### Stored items
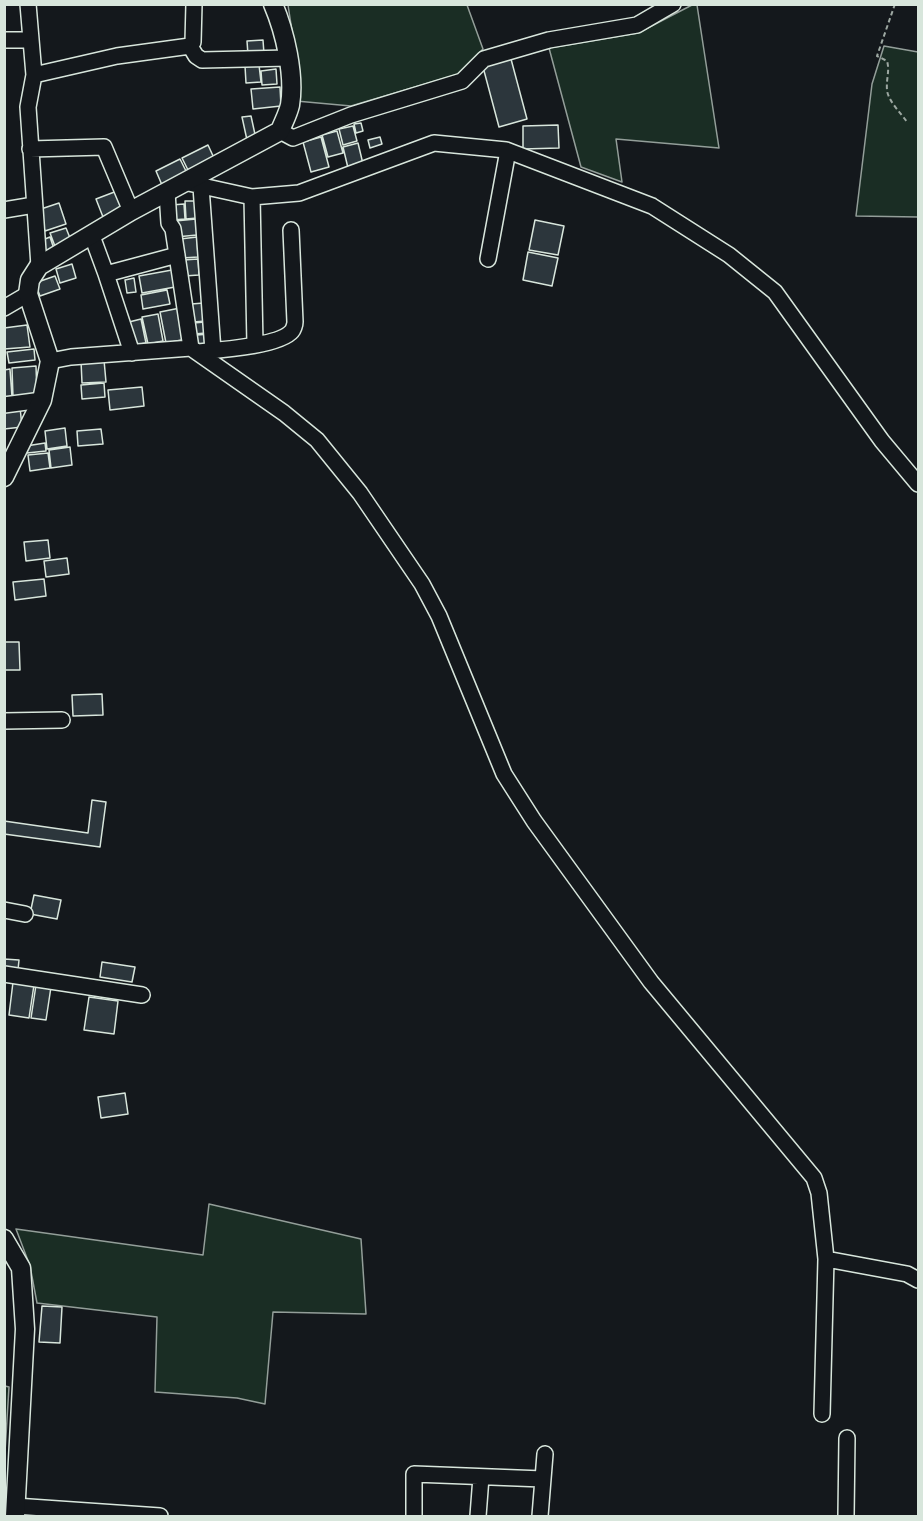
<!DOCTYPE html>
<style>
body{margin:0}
#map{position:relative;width:923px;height:1521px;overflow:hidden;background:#14181c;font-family:"PT Serif",serif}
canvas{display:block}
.frame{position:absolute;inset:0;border:6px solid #d8e6dc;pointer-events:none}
</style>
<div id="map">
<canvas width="923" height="1521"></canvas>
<div class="frame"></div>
</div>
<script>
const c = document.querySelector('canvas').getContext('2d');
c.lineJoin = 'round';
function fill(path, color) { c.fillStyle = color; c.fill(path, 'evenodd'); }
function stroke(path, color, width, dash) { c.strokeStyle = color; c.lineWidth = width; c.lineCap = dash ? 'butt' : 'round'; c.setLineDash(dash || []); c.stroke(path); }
const green = new Path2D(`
 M288,5H467L483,49L459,74L351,106L296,101L298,70Z
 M692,5H697L719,148L616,139L622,182L581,167L549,48L638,33Z
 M884,46L918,52V217L856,216L872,84Z
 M209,1204L361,1239L366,1314L273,1312L265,1404L237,1398L155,1392L157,1317L37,1303L30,1266L16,1229L203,1255Z
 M5,1386L9,1387L5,1452L4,1386Z`);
fill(green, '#1a2d24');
stroke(green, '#939e99', 1.5);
const building = new Path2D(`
 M263,40L264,54L248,55L247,41Z
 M511,59L527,119L499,127L483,67Z
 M259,65L261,82L246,83L245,66Z
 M276,69L277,84L262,85L261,71Z
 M280,87L281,106L253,109L251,89Z
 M251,116L256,139L247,140L242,117Z
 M361,123L363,131L356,133L354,124Z
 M558,125L559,148L523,149V126Z
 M353,126L357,141L343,145L339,129Z
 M337,131L343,153L328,157L322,135Z
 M321,137L329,167L311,172L303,142Z
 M380,137L382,144L370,148L368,140Z
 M358,143L363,164L348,168L343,147Z
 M208,145L214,158L188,170L182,158Z
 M180,159L187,173L162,185L156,171Z
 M117,191L123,209L103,217L96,199Z
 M185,201H196L197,218L186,219Z
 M59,203L66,224L45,231L38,210Z
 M184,204L185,219L172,220L171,205Z
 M196,219L197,235L176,237L175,221Z
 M535,220L564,226L558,255L529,250Z
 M66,228L72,243L56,249L50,233Z
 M50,237L54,249L45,253L40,241Z
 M197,237L198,257L182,258L180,239Z
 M528,252L558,258L552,286L523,280Z
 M198,259L199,275L184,276L183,260Z
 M72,264L76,278L60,283L56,269Z
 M172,270L175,287L142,293L139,276Z
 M55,276L60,289L40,296L35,283Z
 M134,278L136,292L127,293L125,280Z
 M167,290L170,304L143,309L141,295Z
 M204,303L206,321L193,322L191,304Z
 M180,308L187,339L166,343L160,312Z
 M158,314L163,341L148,344L142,317Z
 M141,319L146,343L134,345L129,322Z
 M205,322L206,333L194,334L193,323Z
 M27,325L30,347L4,349V328Z
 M209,334L211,349L198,350L197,335Z
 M34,349L35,360L9,363L7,352Z
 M104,360L106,382L82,383L81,361Z
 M36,366L37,395L13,397L12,368Z
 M10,369L12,397H4V370Z
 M104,383L105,397L82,399L81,385Z
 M142,387L144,406L110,410L108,390Z
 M20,407L22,427L4,429V408Z
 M65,428L67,446L47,449L45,431Z
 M101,429L103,444L78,446L77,431Z
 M45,443L46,451L27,453L26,446Z
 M70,447L72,465L51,468L49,450Z
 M48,453L50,468L30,471L28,455Z
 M48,540L50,558L26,561L24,542Z
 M67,558L69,574L46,577L44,561Z
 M44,579L46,596L15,600L13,582Z
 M4,642H19L20,670H4Z
 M102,694L103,715L73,716L72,695Z
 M92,800L106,802L100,847L4,834V821L88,833Z
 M34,895L61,900L57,919L30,914Z
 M4,959L19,960L18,970L4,968Z
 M102,962L135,967L132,982L100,977Z
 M13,982L34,985L29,1018L9,1015Z
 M36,985L51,987L46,1020L31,1018Z
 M89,997L118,1001L114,1034L84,1030Z
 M125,1093L128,1114L101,1118L98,1097Z
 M42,1306L62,1307L60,1343L39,1342Z`);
fill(building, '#2c363c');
stroke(building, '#d8e6dc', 1.5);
const minor = new Path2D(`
 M28,4L34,75L28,107L39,266
 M4,40H31
 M190,46L196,56L202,60L288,58
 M34,75L117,56L190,46L193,42L194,4
 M280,131L293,138L351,115L462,81L484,59L549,40L637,25L673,4
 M30,149L104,147L131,211
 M184,182L252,197L299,193L434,143L506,150L652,206L729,255L775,292L882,441L918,484
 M201,187L213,351
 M167,192L169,223L173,229L191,348
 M252,197L255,345
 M4,210L34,205
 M92,236L106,274L132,353
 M488,259L507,156L506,150
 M106,274L177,255
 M4,308L28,294
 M198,352C218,350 280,346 292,331C293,330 295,325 295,322L291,230
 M50,361L71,357L191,348L284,413L317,440L360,493L422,584L439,616L504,774L534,821L651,982L814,1178L819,1193L826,1259L822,1414
 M4,405L42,400
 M4,721L62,720
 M4,910L25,914
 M4,974L142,995
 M826,1259L907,1274L918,1280
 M15,1506L160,1516
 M414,1516V1474L543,1479
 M478,1516L481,1477
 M540,1516L545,1454
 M846,1516L847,1438`);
const major = new Path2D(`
 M4,477L42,400L50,361L28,294L30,280L39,266L131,211L280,131C283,123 288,114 290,105C295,75 285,32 273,4
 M4,1239L21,1268L25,1329L15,1516`);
stroke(minor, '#d8e6dc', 18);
stroke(major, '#d8e6dc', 21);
stroke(new Path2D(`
 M895,4L877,56L887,61C890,71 886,79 887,90C888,101 901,113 907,122`), '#9da8a2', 2, [4.5, 3]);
stroke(minor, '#14181c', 15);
stroke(major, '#14181c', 18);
</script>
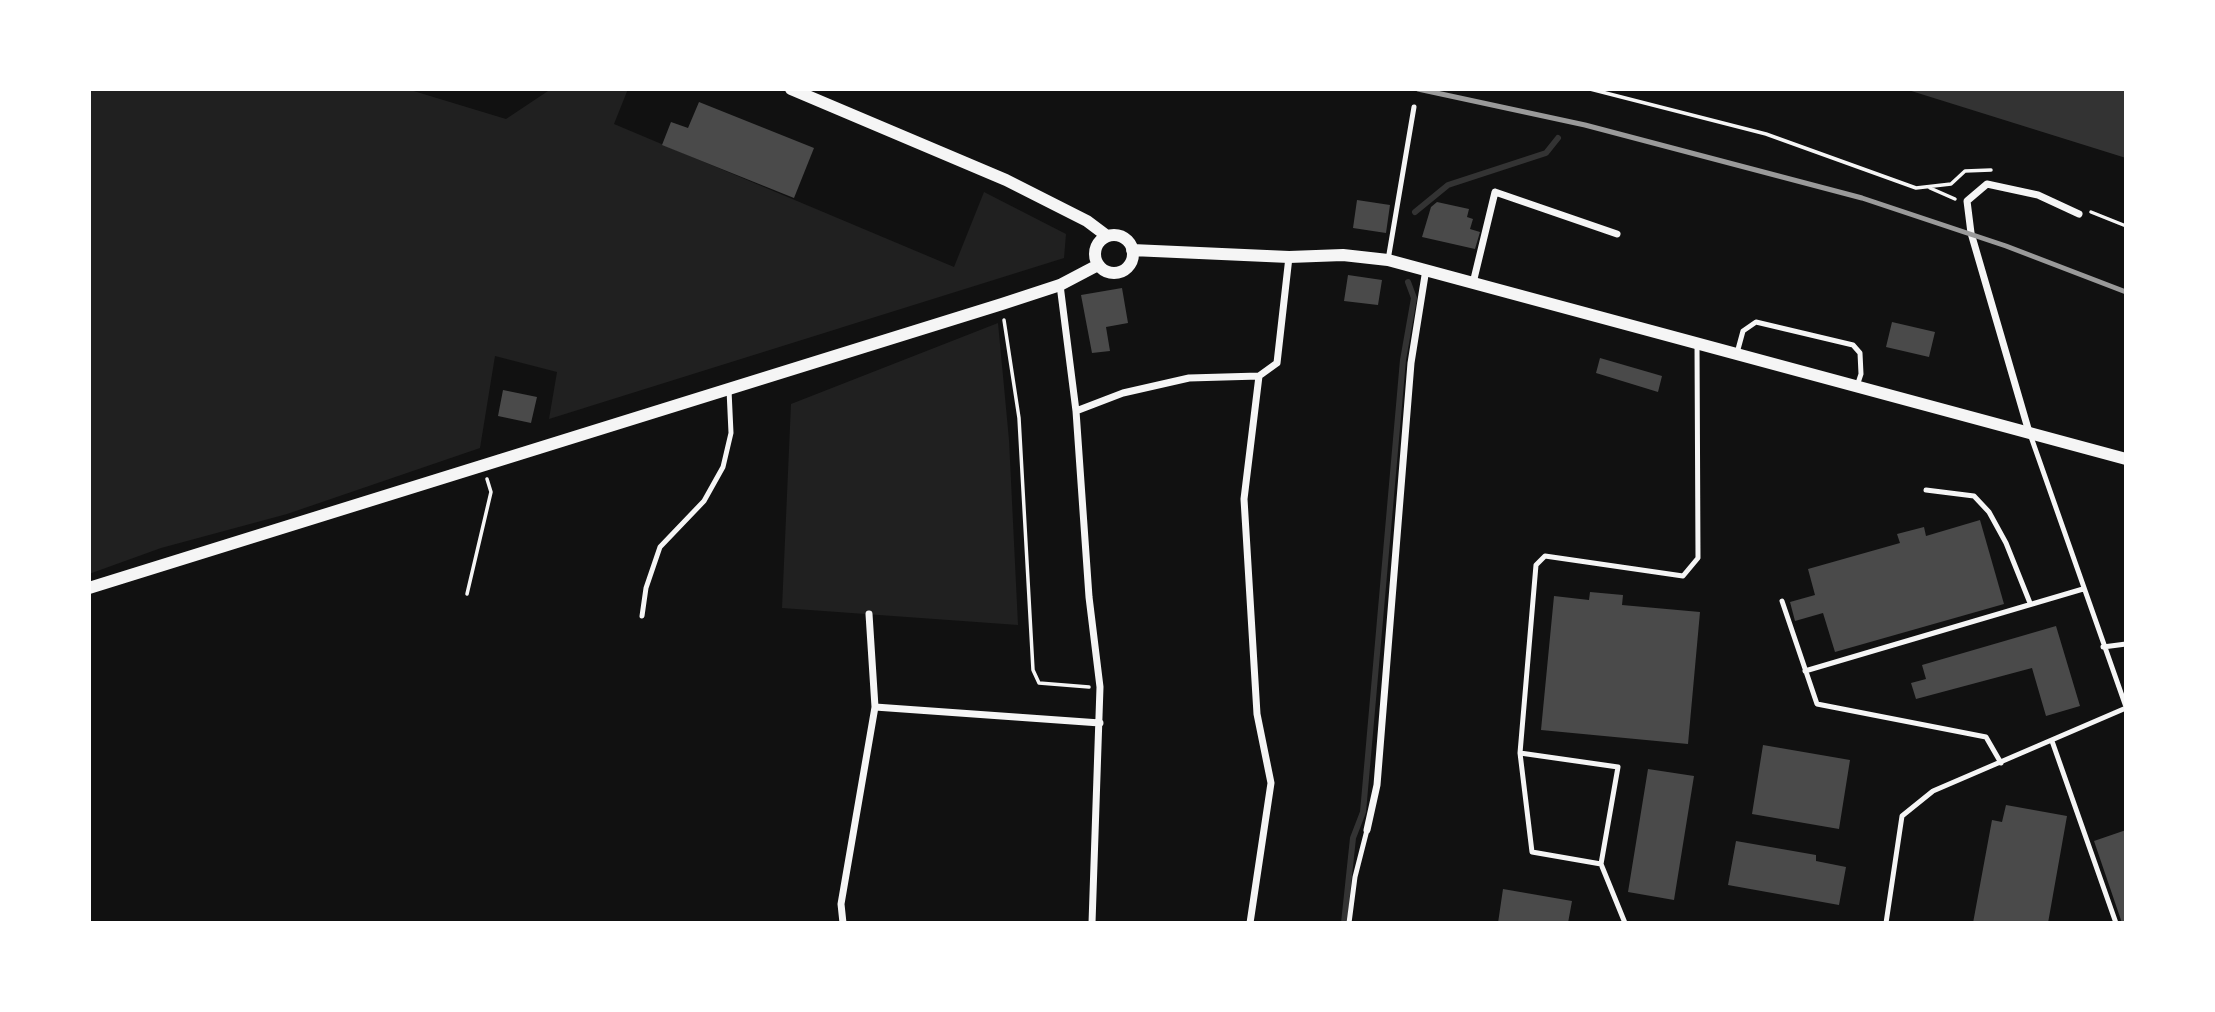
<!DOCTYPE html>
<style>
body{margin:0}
#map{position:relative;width:2215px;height:1012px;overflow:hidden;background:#111;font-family:Inter,sans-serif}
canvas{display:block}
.frame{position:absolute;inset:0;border:91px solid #fff;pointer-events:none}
</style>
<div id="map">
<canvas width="2215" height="1012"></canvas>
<div class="frame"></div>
</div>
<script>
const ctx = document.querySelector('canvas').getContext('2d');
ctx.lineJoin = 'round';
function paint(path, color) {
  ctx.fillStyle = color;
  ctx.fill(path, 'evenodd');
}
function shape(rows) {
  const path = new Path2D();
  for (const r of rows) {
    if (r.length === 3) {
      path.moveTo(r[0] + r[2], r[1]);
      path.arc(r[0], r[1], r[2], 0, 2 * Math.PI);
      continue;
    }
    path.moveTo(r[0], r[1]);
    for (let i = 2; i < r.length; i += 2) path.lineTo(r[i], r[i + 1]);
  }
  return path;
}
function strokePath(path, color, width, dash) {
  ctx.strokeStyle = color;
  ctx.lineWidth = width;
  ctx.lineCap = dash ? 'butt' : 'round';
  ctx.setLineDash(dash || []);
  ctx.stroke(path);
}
const green = shape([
 [89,89,407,89,506,119,551,89,628,89,614,124,954,267,984,192,1066,234,1064,258,549,419,557,372,495,356,480,448,287,514,161,548,89,574],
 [998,323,1009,440,1018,625,782,608,791,404]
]);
const water = shape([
 [1905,89,2126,89,2126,158,1937,99]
]);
const stream = shape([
 [1415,212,1448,185,1546,153,1558,138],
 [1344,923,1353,838,1363,812,1403,360,1414,298,1408,282]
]);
const building = shape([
 [699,102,814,148,794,198,662,145,671,122,688,128],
 [1357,200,1390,205,1386,233,1353,228],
 [1437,202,1469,209,1467,217,1473,219,1470,229,1480,232,1475,249,1422,237,1431,207],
 [1348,275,1382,280,1378,305,1344,301],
 [1122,288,1128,323,1106,327,1110,351,1092,353,1081,295],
 [1892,322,1935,332,1929,357,1886,347],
 [1600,358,1662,376,1658,392,1596,373],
 [503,390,537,397,531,423,498,416],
 [1980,520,2004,604,1835,652,1823,613,1795,621,1790,602,1815,595,1808,569,1900,543,1897,534,1924,527,1926,536],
 [1590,592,1623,595,1622,605,1700,612,1688,744,1541,730,1554,596,1589,600],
 [2056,626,2080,706,2046,716,2032,668,1916,699,1911,683,1926,679,1922,665],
 [1763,745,1850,760,1839,829,1752,814],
 [1648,769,1694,776,1674,900,1628,892],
 [2006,805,2067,816,2048,923,1973,923,1992,820,2002,822],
 [2126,830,2126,923,2122,923,2094,841],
 [1736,841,1816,855,1816,861,1846,867,1839,905,1728,885],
 [1503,889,1572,901,1568,923,1498,923]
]);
const path = shape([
 [1590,89,1766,134,1916,188,1951,184,1965,171,1991,170],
 [1930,188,1955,199],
 [2091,212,2126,226],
 [1004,320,1019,418,1033,670,1039,683,1089,687],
 [467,594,491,492,487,479]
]);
const service = shape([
 [1388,260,1414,107],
 [1737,353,1743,331,1756,322,1853,345,1860,353,1861,374,1857,386],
 [2030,434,2126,707],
 [1926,490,1974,496,1989,512,2006,543,2030,603],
 [1782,601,1817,704,1986,737,2001,763],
 [642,616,646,588,660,547,704,501,723,467,731,433,729,390],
 [2103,647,2126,644],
 [1805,671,2083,589],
 [2052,741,2116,923],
 [1520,753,1532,852,1601,864],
 [1349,923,1355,877,1367,830],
 [1625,923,1601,864,1618,767,1520,753,1536,565,1545,556,1683,576,1698,558,1697,344],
 [1886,923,1902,816,1933,791,2126,708]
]);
const minor = shape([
 [1473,283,1495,192,1617,234],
 [1060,285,1076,411,1089,597,1100,687,1092,923],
 [1076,411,1123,393,1189,378,1259,376,1277,363,1289,257],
 [2029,432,1971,233,1967,201,1987,184,2038,195,2079,214],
 [869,614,875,707],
 [1367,830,1377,785,1411,363,1426,269],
 [843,923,841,904,875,707,1100,723],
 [1250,923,1271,783,1257,714,1244,499,1259,376]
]);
const tertiary = shape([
 [791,89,1006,180,1087,221,1107,236],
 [1114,254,19],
 [1132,250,1289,257,1343,255,1388,260,2126,459],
 [89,588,1002,304,1060,285,1098,265]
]);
const rail = shape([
 [1418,89,1585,125,1862,198,2006,246,2126,292]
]);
paint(green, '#202020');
paint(water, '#333');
strokePath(stream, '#333', 6);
paint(building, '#4a4a4a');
strokePath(path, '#f5f5f5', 3.5);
strokePath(service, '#f5f5f5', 5);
strokePath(minor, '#f5f5f5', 7);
strokePath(tertiary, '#f5f5f5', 12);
strokePath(rail, '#9a9a9a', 5);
</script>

### Work to complete
Given the data above, which lines hold the string "length"? Return them.

### Result
    if (r.length === 3) {
    for (let i = 2; i < r.length; i += 2) path.lineTo(r[i], r[i + 1]);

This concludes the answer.